Russia is certainly in the news now, and what do you know, but over the holidays Santa Claus brought me Martin Sixsmith's history of Russia. It breezes all too quickly through the first millenium or so of Rus, from its semi-mythical origins in the 800's as yet another Viking outpost, like that of the Jutes, Angles, and Saxons in England, and the Normans in France, England and later in Italy and Palestine.
Sixsmith paints a picture of a reasonably cosmopolitan and open society (centered in Kiev) in the very early period, though always quarreling and lacking centralized leadership and legitimacy, as was true for most other Western regions during the middle ages (and elsewhere in human history). All that changed in 1240, when the Mongols concluded a lengthy conquest, and put Russia under a severe yoke for the following 240 years.
While there has been quite an effort in recent years to rehabilitate the Mongols, one can make the case that the rise of Western Europe over all other areas of the world in the last few hundred years is due in large part to the destruction or hobbling of its competitors by the Mongols. This applies to China, to Russia, and most profoundly, to the Muslim world.
In Russia, the Mongols exterminated entire cities and forced the remainder to pay heavy tributes, as well as a lot of bowing and scraping, to their new overlords. But contrary to Sixsmith's portrayal, the Mongol rule was not terribly heavy-handed. They ruled through the local nobility, which, while neutered, was not destroyed. The Mongols also instituted some administrative efficiencies that accelerated institutional development. Perhaps the main effect, however, was the general trauma of violation and subjugation. With no natural borders, and predatory neighbors, the Russians evidently came to the conclusion that: 1. With regard to governing style, if you can't beat them, join them (i.e. the autocratic, despotic, and extremely effective military organization of the Mongols), and 2. That autocratic central power is the only way to keep Russia whole against its many neighbors. We in the US live in such a pleasant and peaceful neighborhood (Oh, Canada!), yet still are strikingly paranoid about Communism, Islam, immigration, etc.- take your pick. Imagine if those threats were actually real!
The enormous Mongol empire, 1200's. |
But the saddest trauma was suffered by the Muslim world, which was at its height when the Mongols trashed Baghdad. In the centuries since, they have not gained a continent-wide empire (excepting the conquests and splendors of Mughal period), and have fallen progressively behind Western Europe.
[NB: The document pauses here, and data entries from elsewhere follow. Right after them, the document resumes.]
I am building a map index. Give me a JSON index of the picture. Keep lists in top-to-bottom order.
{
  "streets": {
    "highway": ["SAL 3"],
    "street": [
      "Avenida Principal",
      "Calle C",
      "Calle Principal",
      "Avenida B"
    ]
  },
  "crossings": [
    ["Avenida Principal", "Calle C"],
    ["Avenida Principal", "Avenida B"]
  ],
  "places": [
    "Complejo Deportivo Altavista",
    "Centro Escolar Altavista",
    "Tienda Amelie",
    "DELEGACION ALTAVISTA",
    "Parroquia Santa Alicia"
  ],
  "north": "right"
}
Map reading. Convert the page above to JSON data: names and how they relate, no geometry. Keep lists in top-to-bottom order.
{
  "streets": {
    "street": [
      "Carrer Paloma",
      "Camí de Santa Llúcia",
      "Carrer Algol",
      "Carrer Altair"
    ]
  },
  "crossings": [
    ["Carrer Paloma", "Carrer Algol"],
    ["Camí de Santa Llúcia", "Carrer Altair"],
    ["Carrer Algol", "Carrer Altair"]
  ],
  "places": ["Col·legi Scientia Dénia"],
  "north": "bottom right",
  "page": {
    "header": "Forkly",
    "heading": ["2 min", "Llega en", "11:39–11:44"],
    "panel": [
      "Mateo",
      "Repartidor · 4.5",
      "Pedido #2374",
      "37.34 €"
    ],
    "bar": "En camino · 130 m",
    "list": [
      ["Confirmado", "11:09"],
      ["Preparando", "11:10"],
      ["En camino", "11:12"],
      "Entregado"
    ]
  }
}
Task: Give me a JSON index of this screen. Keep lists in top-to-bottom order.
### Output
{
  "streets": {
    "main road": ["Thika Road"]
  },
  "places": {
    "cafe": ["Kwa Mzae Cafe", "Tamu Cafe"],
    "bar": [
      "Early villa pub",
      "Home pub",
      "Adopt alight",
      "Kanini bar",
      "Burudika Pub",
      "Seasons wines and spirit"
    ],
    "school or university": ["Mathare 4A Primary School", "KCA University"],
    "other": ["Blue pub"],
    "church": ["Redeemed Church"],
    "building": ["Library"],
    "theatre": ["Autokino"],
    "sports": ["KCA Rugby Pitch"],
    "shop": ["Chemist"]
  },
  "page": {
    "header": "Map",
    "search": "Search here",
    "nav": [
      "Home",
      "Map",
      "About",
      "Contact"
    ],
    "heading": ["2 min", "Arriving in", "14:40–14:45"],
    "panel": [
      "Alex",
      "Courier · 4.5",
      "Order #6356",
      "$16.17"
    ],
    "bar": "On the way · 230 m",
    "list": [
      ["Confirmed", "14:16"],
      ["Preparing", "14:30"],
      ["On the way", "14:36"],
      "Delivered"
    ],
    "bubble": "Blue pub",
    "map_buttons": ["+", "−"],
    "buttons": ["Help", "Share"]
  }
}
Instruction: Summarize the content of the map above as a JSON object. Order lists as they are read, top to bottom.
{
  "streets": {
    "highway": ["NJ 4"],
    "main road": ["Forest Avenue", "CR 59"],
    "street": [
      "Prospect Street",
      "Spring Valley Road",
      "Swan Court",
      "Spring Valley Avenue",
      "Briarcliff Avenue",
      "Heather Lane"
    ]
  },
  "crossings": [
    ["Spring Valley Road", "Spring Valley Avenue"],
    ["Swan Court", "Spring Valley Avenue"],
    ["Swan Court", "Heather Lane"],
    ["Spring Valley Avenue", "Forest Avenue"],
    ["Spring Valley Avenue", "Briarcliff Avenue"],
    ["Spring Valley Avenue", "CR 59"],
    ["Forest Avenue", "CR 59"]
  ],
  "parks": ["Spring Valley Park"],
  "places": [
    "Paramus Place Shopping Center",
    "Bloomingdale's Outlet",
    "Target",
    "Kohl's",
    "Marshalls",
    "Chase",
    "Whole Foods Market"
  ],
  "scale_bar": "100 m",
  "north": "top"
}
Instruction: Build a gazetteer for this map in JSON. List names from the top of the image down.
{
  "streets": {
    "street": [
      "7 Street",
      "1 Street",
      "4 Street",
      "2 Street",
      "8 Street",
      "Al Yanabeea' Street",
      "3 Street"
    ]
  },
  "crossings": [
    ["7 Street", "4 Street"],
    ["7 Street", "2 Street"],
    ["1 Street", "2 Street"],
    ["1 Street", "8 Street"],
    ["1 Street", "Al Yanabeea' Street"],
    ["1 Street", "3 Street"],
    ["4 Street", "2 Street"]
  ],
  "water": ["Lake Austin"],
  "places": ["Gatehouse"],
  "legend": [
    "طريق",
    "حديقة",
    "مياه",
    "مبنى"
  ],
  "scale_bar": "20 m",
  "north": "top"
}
Whether the low point was the cavalier carving up of Muslim countries by the British (and French and Russians) after the fall of the Ottoman empire, or the current Islamist insanity, the Muslim world has had an increasingly frought relationship with the rest of the world, and with Modernity.
The Muslim approach to statehood and governance has always been lacking, based as it is on Muhammed as a singular and unreplicable example. A tribal and militaristic style succeeded after Muhammed's death, in channelling the energies of the unified community to winning an enormous empire. The caliphate then kept things together loosely, with religion as the core of identity. But it was always by civil war that God decided on the winners in the battle for the next ruling family. In Europe, the Catholic church (and its monastic affiliates) provided a much more stable model of governance, via election out of an oligarchy of cardinals. Later on, the Protestant reformation prompted ever greater attention to the role of the individual, as arbiter of celestial as well as terrestrial salvation. These threads of practice and theory led, in excruciatingly slow fashion, to the secular democratic state we have today.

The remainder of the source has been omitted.